The blow didn’t do much other than knock him back, but the surprise was evident on his face.
Hers, too.
She didn’t question it. Instead, she screamed and brought the wrench to bear again. Power and rage rushed through her body—it felt like every cell in her body was aflame with electrical energy. The heavy metal crashed into another of his blocks, and he sidestepped the next blow, one hand slamming down lightning-fast to catch her arm.
The blow smashed off course. Pain erupted in her hip instead.
Then, she got shot.
White-hot pain ripped through her shoulder. She yelled, the sensation taking her entire world, clamoring for her attention. She stumbled back, warmth flooding her shoulder.
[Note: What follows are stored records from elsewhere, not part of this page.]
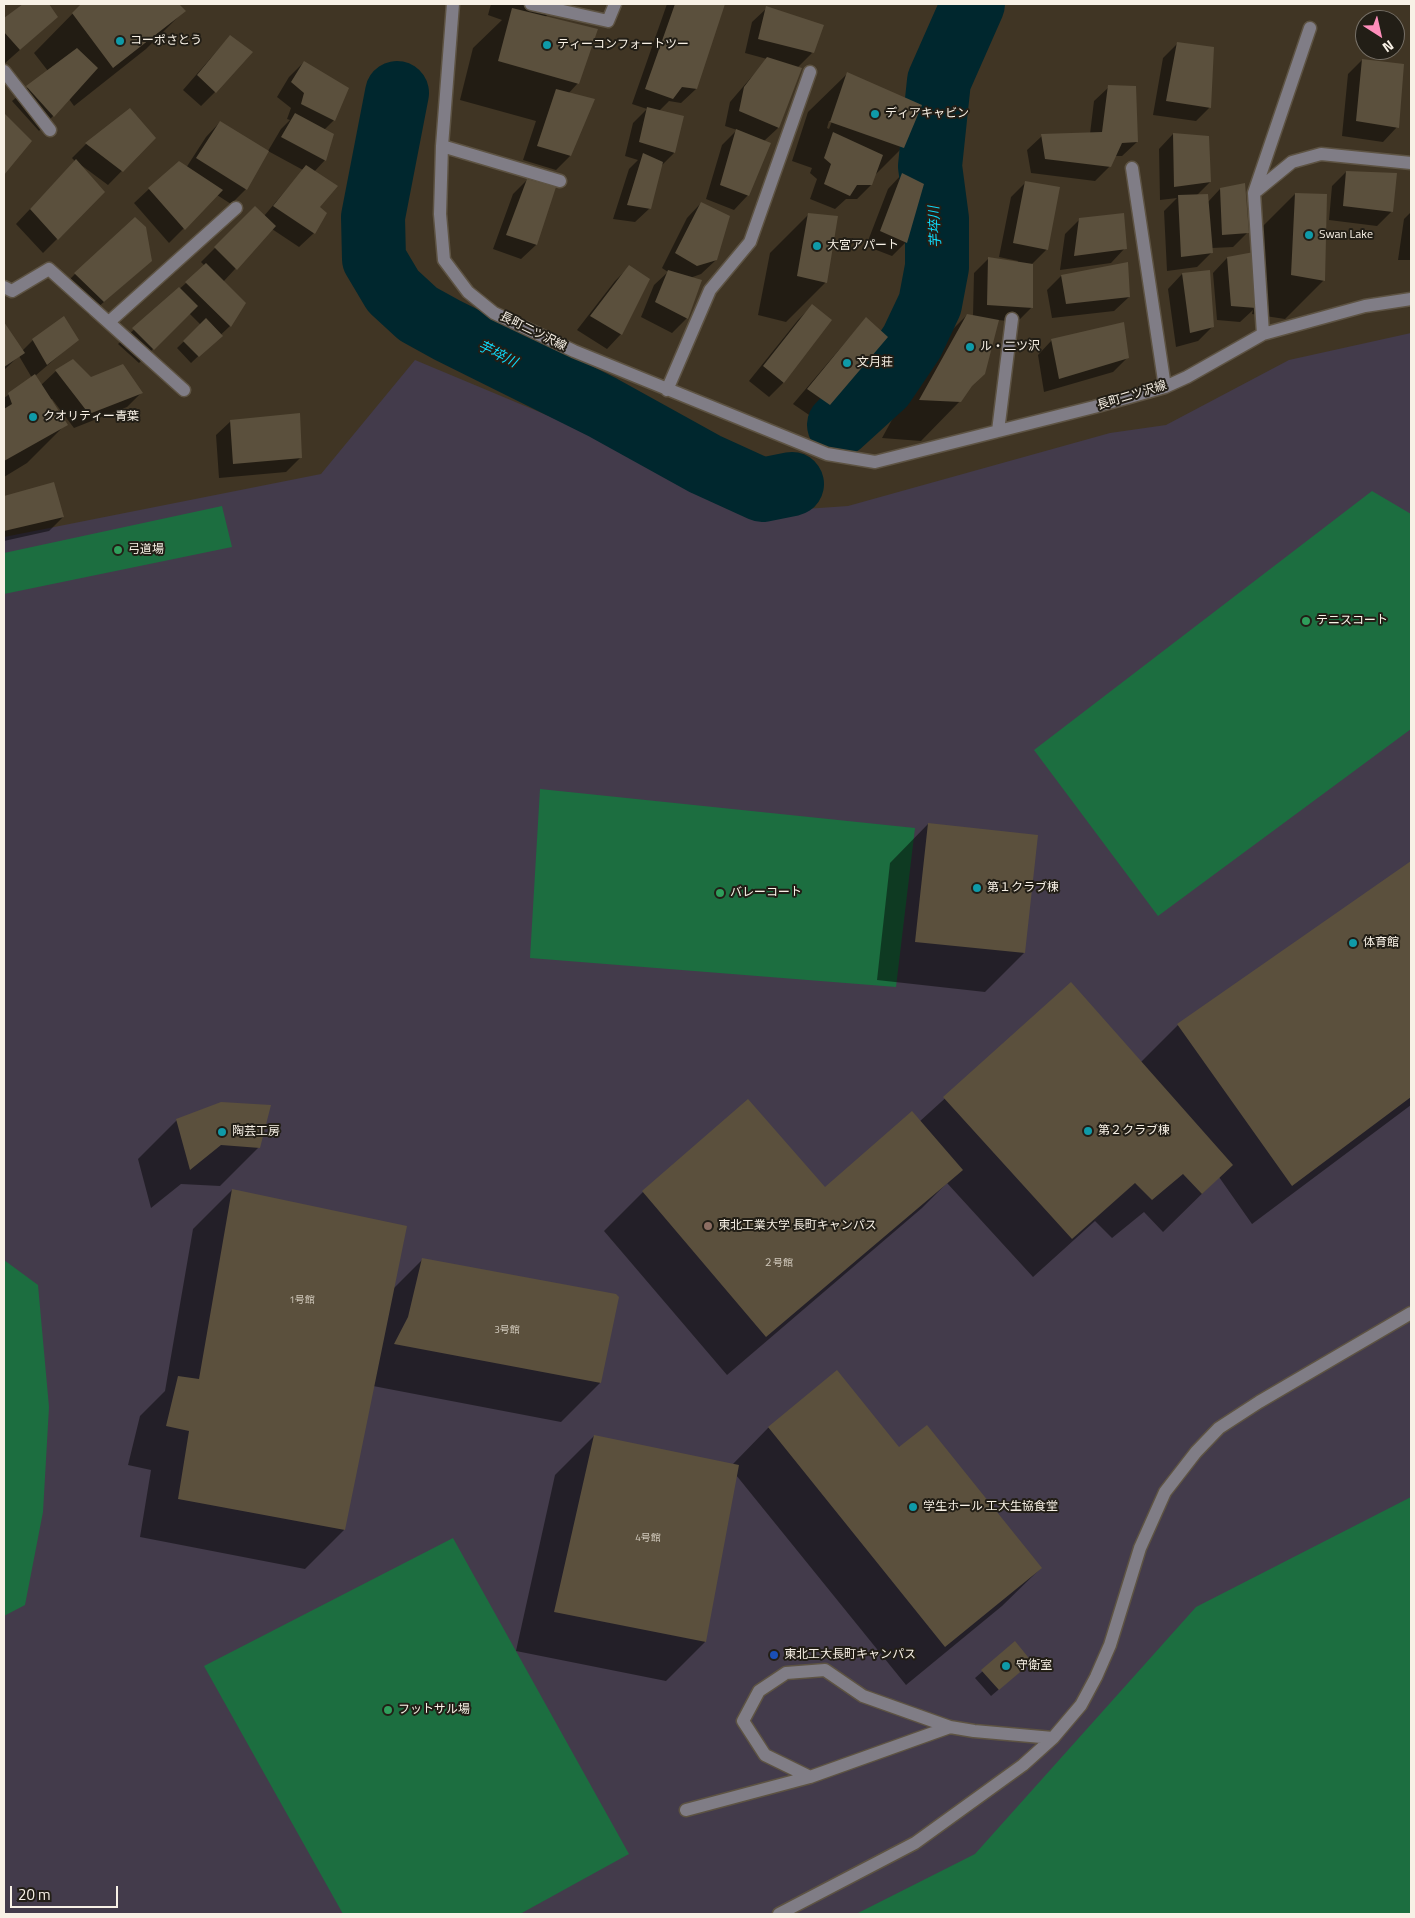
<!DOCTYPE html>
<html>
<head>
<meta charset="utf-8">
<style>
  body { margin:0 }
  #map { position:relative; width:1415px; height:1918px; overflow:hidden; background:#403524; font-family:"Titillium Web",sans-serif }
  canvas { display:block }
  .frame { position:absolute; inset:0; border:5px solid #f8f1e6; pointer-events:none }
  .north { position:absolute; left:1355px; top:10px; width:50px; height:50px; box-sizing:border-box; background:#221e16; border:1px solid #787269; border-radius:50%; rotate:145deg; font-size:14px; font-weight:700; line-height:20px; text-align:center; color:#f8f1e6 }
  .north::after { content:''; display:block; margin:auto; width:18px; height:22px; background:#ff8ebb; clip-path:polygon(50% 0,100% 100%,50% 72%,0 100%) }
  .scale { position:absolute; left:10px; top:1886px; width:108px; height:22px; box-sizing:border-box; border:2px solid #f8f1e6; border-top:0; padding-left:6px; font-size:15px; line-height:18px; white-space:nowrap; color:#f8f1e6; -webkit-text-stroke:4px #221e16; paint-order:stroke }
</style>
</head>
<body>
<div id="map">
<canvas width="1415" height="1918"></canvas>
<div class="frame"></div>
<div class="north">N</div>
<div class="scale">20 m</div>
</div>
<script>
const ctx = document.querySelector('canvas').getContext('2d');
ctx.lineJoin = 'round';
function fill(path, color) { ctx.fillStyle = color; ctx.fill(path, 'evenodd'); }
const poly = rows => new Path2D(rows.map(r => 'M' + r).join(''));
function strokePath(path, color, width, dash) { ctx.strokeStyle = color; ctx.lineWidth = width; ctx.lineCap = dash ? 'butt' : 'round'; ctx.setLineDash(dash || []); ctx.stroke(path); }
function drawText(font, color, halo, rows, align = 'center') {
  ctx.font = font + ' "Titillium Web","Noto Sans JP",sans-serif'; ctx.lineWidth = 4; ctx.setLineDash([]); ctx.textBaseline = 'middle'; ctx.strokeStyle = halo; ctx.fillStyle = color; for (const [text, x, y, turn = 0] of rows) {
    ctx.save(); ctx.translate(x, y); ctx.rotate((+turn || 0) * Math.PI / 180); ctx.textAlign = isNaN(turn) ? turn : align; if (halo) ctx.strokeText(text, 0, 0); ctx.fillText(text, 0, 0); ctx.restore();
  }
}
const education = poly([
  [1411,333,1411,1914,4,1914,4,537,321,474,415,360,776,511,848,506,1110,433,1166,425,1289,360]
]);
const green = poly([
  [1372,491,1411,514,1411,729,1158,916,1034,750],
  [222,506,232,547,4,594,4,553],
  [540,789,915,828,896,987,530,958],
  [4,1260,38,1285,49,1407,43,1512,25,1605,4,1616],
  [1411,1497,1411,1914,856,1914,975,1854,1196,1607],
  [453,1538,629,1854,520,1914,343,1914,204,1666]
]);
const shadow = poly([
  [25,4,47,4,57,17,4,64,4,20],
  [82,4,177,4,184,11,146,49,74,106,69,99,39,131,12,101,48,71,34,53],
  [491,4,559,4,545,17,578,83,568,94,570,156,556,170,523,160,536,121,460,100,473,48,502,20,488,15],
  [667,4,724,4,696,89,681,103,669,101,659,111,683,117,674,153,661,166,650,208,635,222,613,219,629,169,638,160,625,156,633,123,647,109,632,104],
  [767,8,812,53,797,68,800,69,778,128,764,141,748,195,734,210,706,199,722,145,737,130,725,126,730,102,767,59,745,53,752,22],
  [230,36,215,92,201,106,183,90],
  [1177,44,1210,107,1196,121,1153,115,1163,58],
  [1362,60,1397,127,1383,142,1342,136,1348,74],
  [304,62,334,120,324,130,325,160,314,172,318,207,314,233,299,247,272,229,223,282,230,326,191,363,177,348,201,325,189,313,139,363,118,344,205,266,201,262,255,208,264,216,303,170,268,151,281,129,290,120,287,119,291,108,277,97,289,77],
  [847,74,903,147,874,176,871,185,857,199,846,199,835,209,810,199,817,179,810,173,812,168,792,161,808,112],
  [829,121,832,121,829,129,827,128],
  [1109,87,1137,142,1122,156,1114,156,1110,166,1095,181,1031,173,1027,150,1042,136,1090,134,1094,101],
  [130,110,154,138,108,185,81,165,104,192,43,253,16,224,75,161,72,158,86,144],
  [4,115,31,141,4,173],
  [220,122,267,151,246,189,231,204,217,195,169,243,134,203,149,189,186,168,206,137],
  [1173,134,1210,182,1196,196,1208,202,1220,189,1248,232,1233,247,1212,248,1212,252,1197,267,1167,271,1164,211,1177,198,1160,200,1159,149],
  [1346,172,1392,211,1377,226,1329,220,1332,186],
  [902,174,906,242,892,256,866,246,888,189],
  [527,180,555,188,536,245,521,259,493,249,513,194],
  [1025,183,1059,188,1046,250,1032,264,1032,307,1017,322,998,320,968,390,960,401,921,441,882,438,928,354,967,315,973,316,974,273,988,259,1017,263,1018,261,999,257,1011,197],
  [1295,194,1324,280,1285,319,1252,314,1253,310,1240,322,1217,320,1213,273,1227,258,1253,254,1256,233],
  [701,203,716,260,701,274,690,278,687,318,672,333,641,317,654,285,668,272,662,268,687,218],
  [1411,212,1411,260,1398,260,1404,219],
  [809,214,836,217,825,283,786,322,758,315,770,253],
  [1080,219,1125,248,1111,263,1060,270,1065,234],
  [151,261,89,315,61,288,75,274],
  [629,267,621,334,607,349,577,330,615,281],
  [1182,274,1213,326,1198,341,1176,347,1168,289],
  [1061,276,1129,297,1114,311,1052,318,1047,290],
  [812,306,830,320,783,383,769,397,749,381,798,320],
  [866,318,886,337,815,419,793,404],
  [4,324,22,351,33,340,77,340,35,376,41,385,56,371,141,393,127,407,74,428,52,399,50,400,66,424,27,463,4,477,4,398,32,378,19,356,4,370],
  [1052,340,1127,358,1113,372,1044,392,1038,355],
  [231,421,300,458,286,472,219,478,216,435],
  [53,484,63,517,49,531,4,541,4,498],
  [928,824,1024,953,985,992,877,980,890,863],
  [1411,863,1411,1105,1252,1224,1219,1177,1163,1232,1144,1212,1112,1238,1095,1221,1033,1277,947,1183,922,1208,727,1375,604,1231,643,1192,825,1189,919,1122,1071,984,1141,1062,1178,1025],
  [177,1120,259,1147,220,1186,181,1184,151,1208,138,1159],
  [232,1190,393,1289,422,1260,617,1297,600,1383,561,1422,373,1386,344,1530,305,1569,140,1537,151,1470,128,1465,140,1416,165,1391,193,1229],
  [837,1372,899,1449,1041,1568,1002,1606,906,1685,736,1475,705,1642,666,1681,516,1651,555,1475,594,1436,732,1465,768,1428],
  [1015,1643,1024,1668,991,1696,975,1678]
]);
const river = poly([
  [397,93,373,217,374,259,393,291,418,314,447,330,602,407,705,464,762,490,792,484],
  [839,425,883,385,912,342,930,304,937,267,937,219,930,166,939,81,973,4]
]);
const building = poly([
  [23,4,49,4,58,17,20,50,4,32,4,18],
  [81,4,179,4,186,11,113,68,72,13],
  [675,4,725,4,697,89,682,87,673,99,645,89],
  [766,6,824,25,814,53,758,39],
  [512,8,598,29,579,84,498,61],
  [230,35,253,52,216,93,197,75],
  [1177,42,1214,47,1211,108,1166,101],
  [77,48,98,68,54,117,26,86],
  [767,57,802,68,779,128,739,111,744,87],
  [1362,59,1404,64,1399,128,1356,121],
  [304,61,349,88,335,121,301,104,304,93,291,82],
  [847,72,922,105,904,148,830,122],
  [1108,85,1136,86,1138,142,1122,143,1111,167,1045,159,1041,134,1102,132],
  [556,89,595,99,571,156,537,146],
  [647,107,684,116,675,153,639,142],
  [130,108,156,138,123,172,85,143],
  [4,113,32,141,4,175],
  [295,113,334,134,326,161,281,137],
  [220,121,269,151,247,190,196,158],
  [736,129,771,143,749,196,720,185],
  [833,132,883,155,872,185,857,185,850,196,824,184,831,164,824,158],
  [1173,133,1209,136,1211,182,1174,187],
  [643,153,663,162,651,209,627,205],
  [76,159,105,192,58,240,30,209],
  [179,161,223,190,185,230,148,188],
  [306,165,338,186,320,207,327,213,315,234,273,206],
  [1346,171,1397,173,1393,212,1343,206],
  [902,173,924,184,907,243,880,231],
  [527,179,556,187,537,245,506,235],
  [1025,181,1060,187,1048,250,1013,243],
  [1245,183,1249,233,1222,235,1220,188],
  [1295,193,1327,194,1325,281,1291,275],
  [1208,194,1213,253,1181,257,1178,195],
  [701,202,730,216,717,260,697,266,675,253],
  [255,206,276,226,237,270,214,247],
  [808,213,838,216,827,283,797,276],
  [1124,213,1127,249,1074,256,1079,218],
  [135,217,146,227,152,261,104,302,74,273],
  [1254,252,1256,308,1231,306,1227,257],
  [988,257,1033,264,1033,308,987,305],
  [1128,262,1130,297,1066,304,1061,275],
  [206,263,246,303,231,327,185,282],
  [629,265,650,279,622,335,590,316],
  [668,270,702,280,688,319,655,302],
  [1210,270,1214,327,1190,333,1182,273],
  [179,287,198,306,154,350,132,328],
  [812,304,832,320,784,383,763,366],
  [967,314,999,320,985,374,972,386,961,402,919,400],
  [64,316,79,340,47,365,32,339],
  [866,317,888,337,830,405,807,389],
  [206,318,223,336,199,357,183,341],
  [4,322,25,353,4,367],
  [1124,322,1129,358,1059,379,1051,339],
  [73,359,91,377,123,364,143,393,89,414,55,370],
  [35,374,68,425,4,461,4,409,12,404,8,393],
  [300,413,302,458,233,464,230,420],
  [54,482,64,517,4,531,4,496],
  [928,823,1038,835,1025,953,915,942],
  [1411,861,1411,1097,1292,1186,1177,1024],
  [1071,982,1233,1165,1202,1194,1183,1174,1152,1200,1135,1183,1072,1239,943,1097],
  [748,1099,825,1187,912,1111,963,1170,766,1337,642,1191],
  [221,1102,271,1105,260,1148,221,1145,190,1170,176,1119],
  [232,1189,407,1226,345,1530,178,1499,189,1431,166,1426,178,1376,199,1379],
  [422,1258,616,1294,619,1297,601,1383,394,1344,408,1317],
  [837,1370,899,1447,927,1425,1042,1568,945,1647,768,1427],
  [594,1435,739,1465,706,1642,554,1612],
  [1015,1641,1032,1662,999,1690,981,1670]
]);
const minor = poly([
  [453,4,442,146,440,214,444,260,468,292,494,313,574,351,827,454,875,462,1094,407,1165,387,1187,377,1263,334,1365,306,1411,299],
  [531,4,608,21,615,4],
  [4,71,50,130],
  [442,146,560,181],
  [1132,168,1165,387],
  [1254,193,1292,162,1321,154,1411,163],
  [4,287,12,291,49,269,184,390],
  [109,322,236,208],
  [1263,334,1254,193,1310,28],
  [667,390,710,290,750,242,810,72],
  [998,431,1012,319],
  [810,1777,765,1755,743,1721,759,1691,786,1673,825,1670,863,1696,950,1727,974,1731,1053,1738],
  [686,1810,810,1777,950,1727],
  [779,1914,915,1843,1023,1765,1053,1738,1081,1705,1096,1677,1110,1645,1140,1548,1165,1492,1196,1452,1219,1428,1259,1402,1411,1313]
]);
const markers = [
  [120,41,5,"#0f9aa8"],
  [547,45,5,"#0f9aa8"],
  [875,114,5,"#0f9aa8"],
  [1309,235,5,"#0f9aa8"],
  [817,246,5,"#0f9aa8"],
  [970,347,5,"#0f9aa8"],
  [847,363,5,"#0f9aa8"],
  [33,417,5,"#0f9aa8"],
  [118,550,5,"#2e9e5b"],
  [1306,621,5,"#2e9e5b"],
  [977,888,5,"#0f9aa8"],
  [720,893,5,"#2e9e5b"],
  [1353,943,5,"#0f9aa8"],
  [1088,1131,5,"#0f9aa8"],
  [222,1132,5,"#0f9aa8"],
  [708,1226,5,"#8d6e63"],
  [913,1507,5,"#0f9aa8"],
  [774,1655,5,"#1a4fb4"],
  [1006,1666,5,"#0f9aa8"],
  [388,1710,5,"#2e9e5b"]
];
const numberNames = [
  ["２号館",778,1264],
  ["1号館",302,1301],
  ["3号館",507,1331],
  ["4号館",648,1539]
];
const poiNames = [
  ["コーポさとう",130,41],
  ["ティーコンフォートツー",557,45],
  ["ディアキャビン",885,114],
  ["Swan Lake",1319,235],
  ["大宮アパート",827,246],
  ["ル・二ツ沢",980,347],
  ["文月荘",857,363],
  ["クオリティー青葉",43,417],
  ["弓道場",128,550],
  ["テニスコート",1316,621],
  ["第１クラブ棟",987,888],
  ["バレーコート",730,893],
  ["体育館",1363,943],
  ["第２クラブ棟",1098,1131],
  ["陶芸工房",232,1132],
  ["東北工業大学 長町キャンパス",718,1226],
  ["学生ホール 工大生協食堂",923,1507],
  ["東北工大長町キャンパス",784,1655],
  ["守衛室",1016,1666],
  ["フットサル場",398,1710]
];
const streetNames = [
  ["長町二ツ沢線",533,332,26],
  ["長町二ツ沢線",1132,396,-17]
];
const waterNames = [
  ["芋埣川",936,227,-93],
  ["芋埣川",497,355,26]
];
fill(education, '#433b4b');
fill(green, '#1c6e40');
fill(shadow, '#0007');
strokePath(river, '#00272e', 64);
fill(building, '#5b503d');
strokePath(minor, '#5d5343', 15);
strokePath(minor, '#807d86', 12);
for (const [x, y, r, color] of markers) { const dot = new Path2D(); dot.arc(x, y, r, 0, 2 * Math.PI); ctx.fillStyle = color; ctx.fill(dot); strokePath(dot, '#221e16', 2); }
drawText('10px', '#d1c9bc', null, numberNames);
drawText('12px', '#f8f1e6', '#221e16', poiNames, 'left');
drawText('12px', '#f8f1e6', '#221e16', streetNames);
drawText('italic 14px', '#0ed9f9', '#221e16', waterNames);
</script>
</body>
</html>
When her vision came back, a gush of blood coated her arm, and the Centauri loomed in front of her, his lips twitched into a triumphant snarl.
He lunged. She flinched back, a strangled yell rasping through her throat as her back hit and rebounded off the metal door of the cabinet behind her, mind struggling to pull the warp around her. Metal fingers wrapped around her throat. She panicked, jerking back. Her head smacked into the door behind her with a loud bang.
His fingers tightened. She struggled as he pushed harder, slamming her into the door again. Eyes wide on his face, she clawed at his fingers.
She couldn’t breathe.
A shudder bucked through her. A pressure built in her head. She felt him lean forward, his face coming closer to hers. Hot breath blew over her cheeks and jaw, entered her mouth. As her vision began to swim, her thoughts darted around like small fish. The world fluctuated in her senses with every frantic beat of her pulse, the energy of the Shift Event buzzing in her bones.